[Work to be completed]
Copy, in full, each line of the material that holds the word "image".

[Data listing]
☆ ☆ ☆ ☆ ☆ ☆ ☆

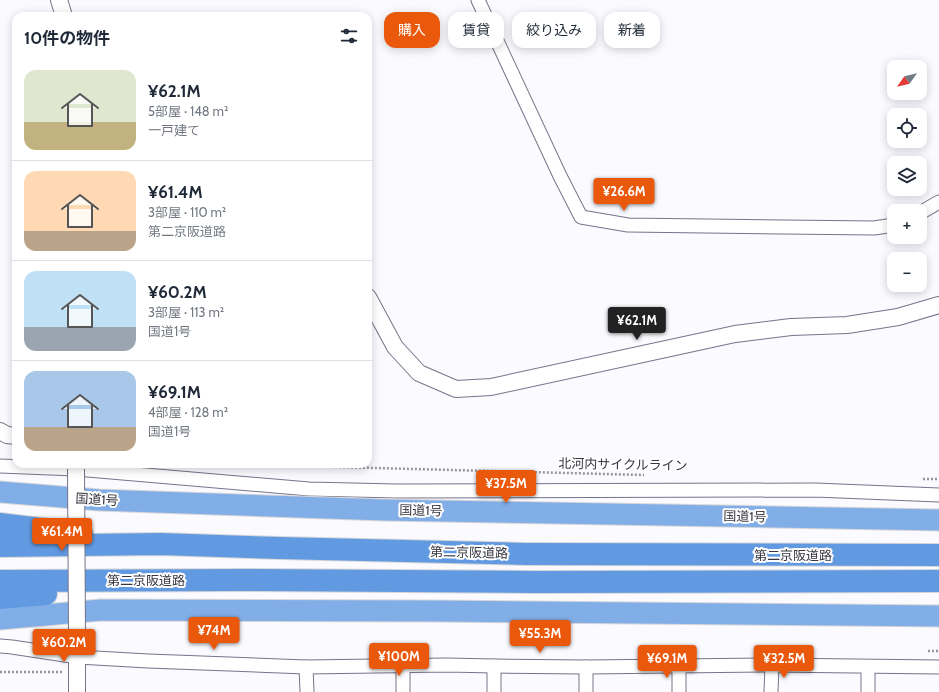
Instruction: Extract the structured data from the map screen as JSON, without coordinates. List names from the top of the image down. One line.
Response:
{"streets":{"highway":["国道1号","第二京阪道路"],"path":["北河内サイクルライン"]},"north":"bottom left","page":{"chip":["購入","賃貸","絞り込み","新着"],"heading":"10件の物件","map_buttons":["+","−"],"list":[{"name":"¥62.1M","note":"5部屋 · 148 m² · 一戸建て"},{"name":"¥61.4M","note":"3部屋 · 110 m² · 第二京阪道路"},{"name":"¥60.2M","note":"3部屋 · 113 m² · 国道1号"},{"name":"¥69.1M","note":"4部屋 · 128 m² · 国道1号"}],"price":["¥26.6M","¥62.1M","¥37.5M","¥61.4M","¥74M","¥55.3M","¥60.2M","¥100M","¥69.1M","¥32.5M"]}}
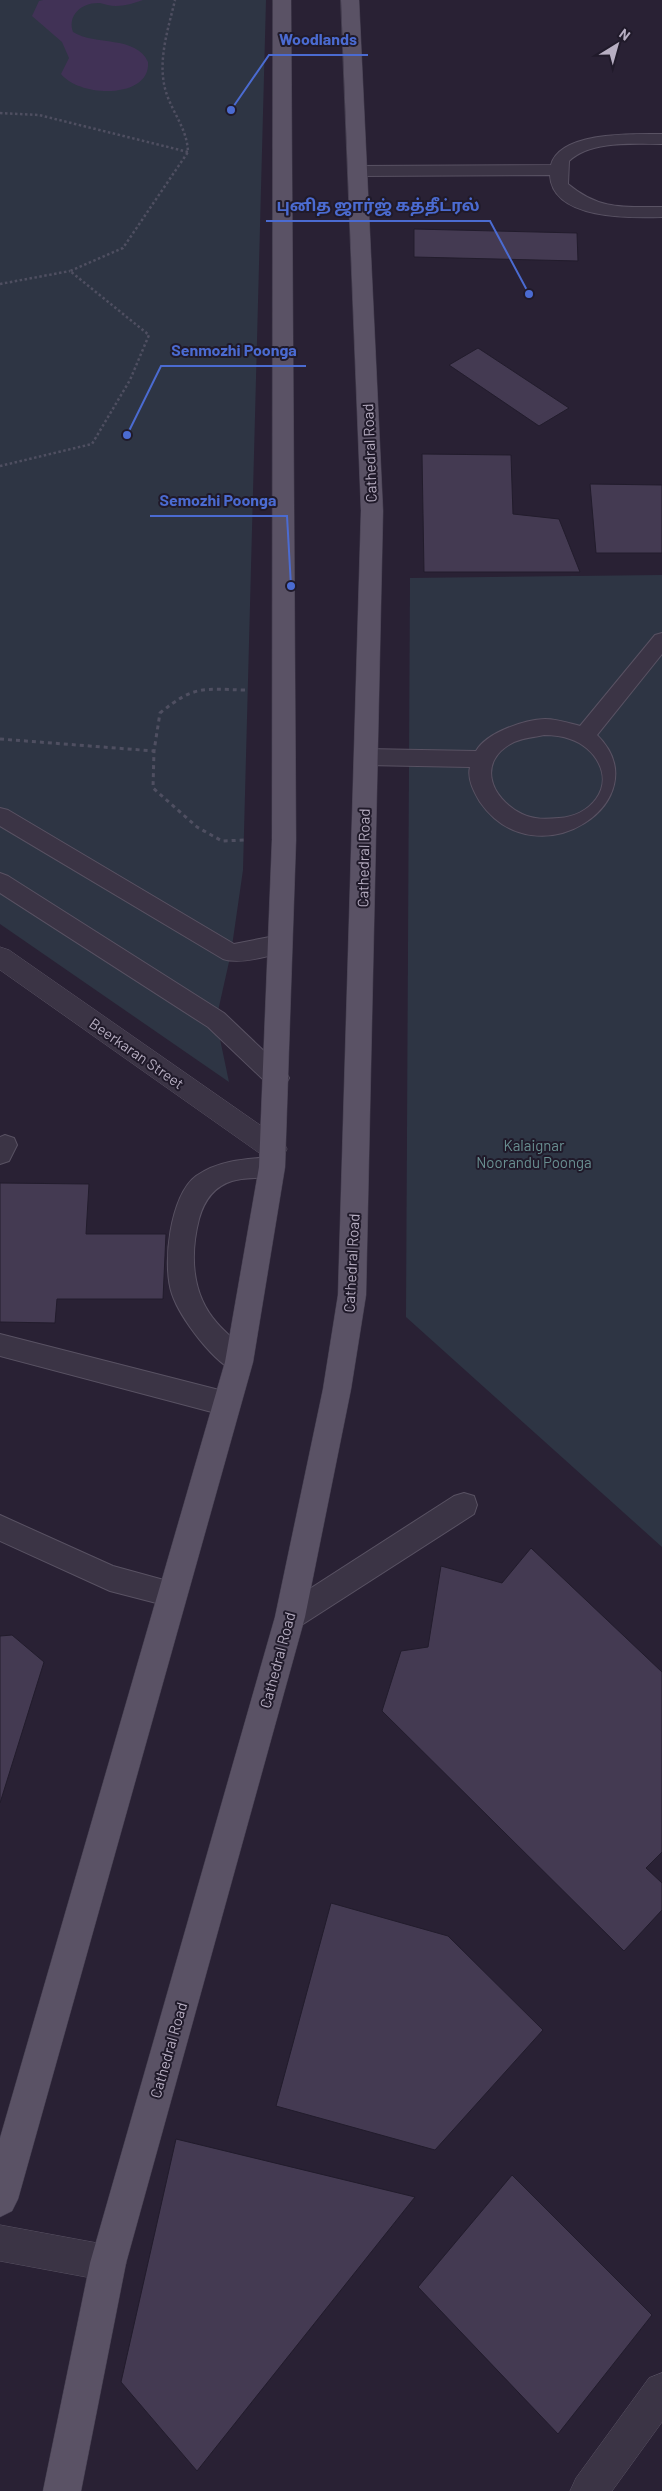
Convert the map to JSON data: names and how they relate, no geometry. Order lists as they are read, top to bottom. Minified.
{"streets":{"main road":["Cathedral Road"],"street":["Beerkaran Street"]},"parks":["Kalaignar Noorandu Poonga"],"places":["Woodlands","புனித ஜார்ஜ் கத்தீட்ரல்","Senmozhi Poonga","Semozhi Poonga"],"north":"top right"}
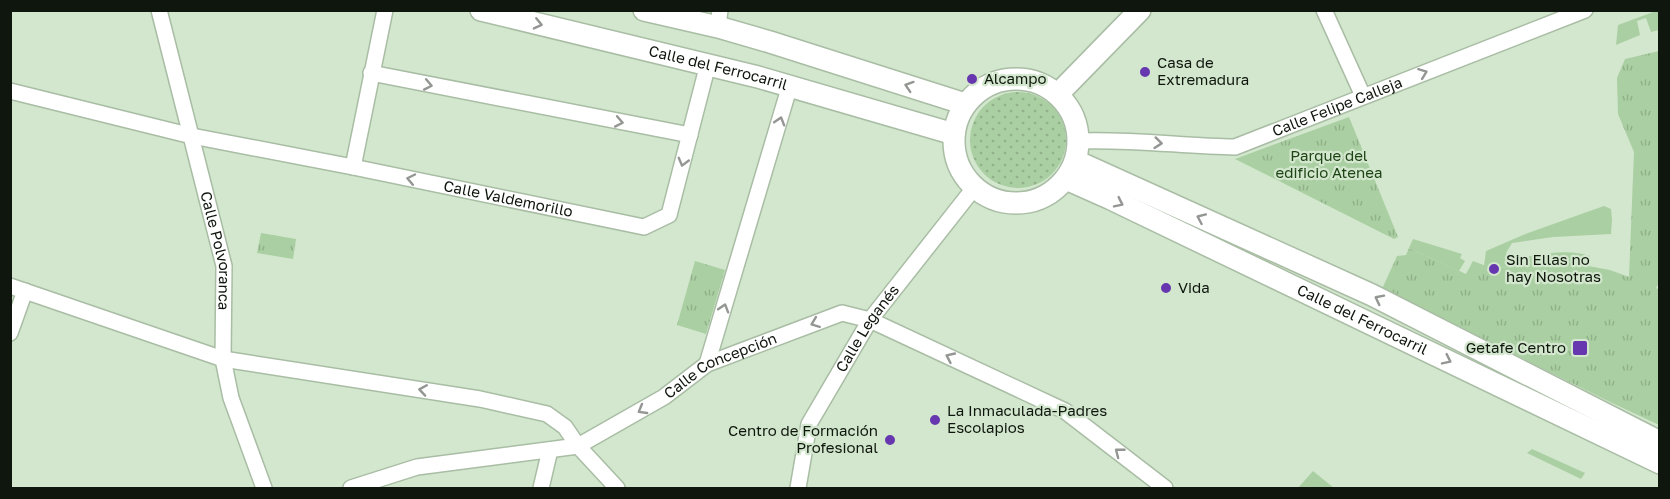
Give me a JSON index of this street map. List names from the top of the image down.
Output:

☆ ☆ ☆ ☆ ☆ ☆ ☆

[Response to this task]
Instruction: Extract the structured data from the map screen as JSON, without coordinates. List names from the top of the image down. One line.
Give me a JSON index of this street map. List names from the top of the image down.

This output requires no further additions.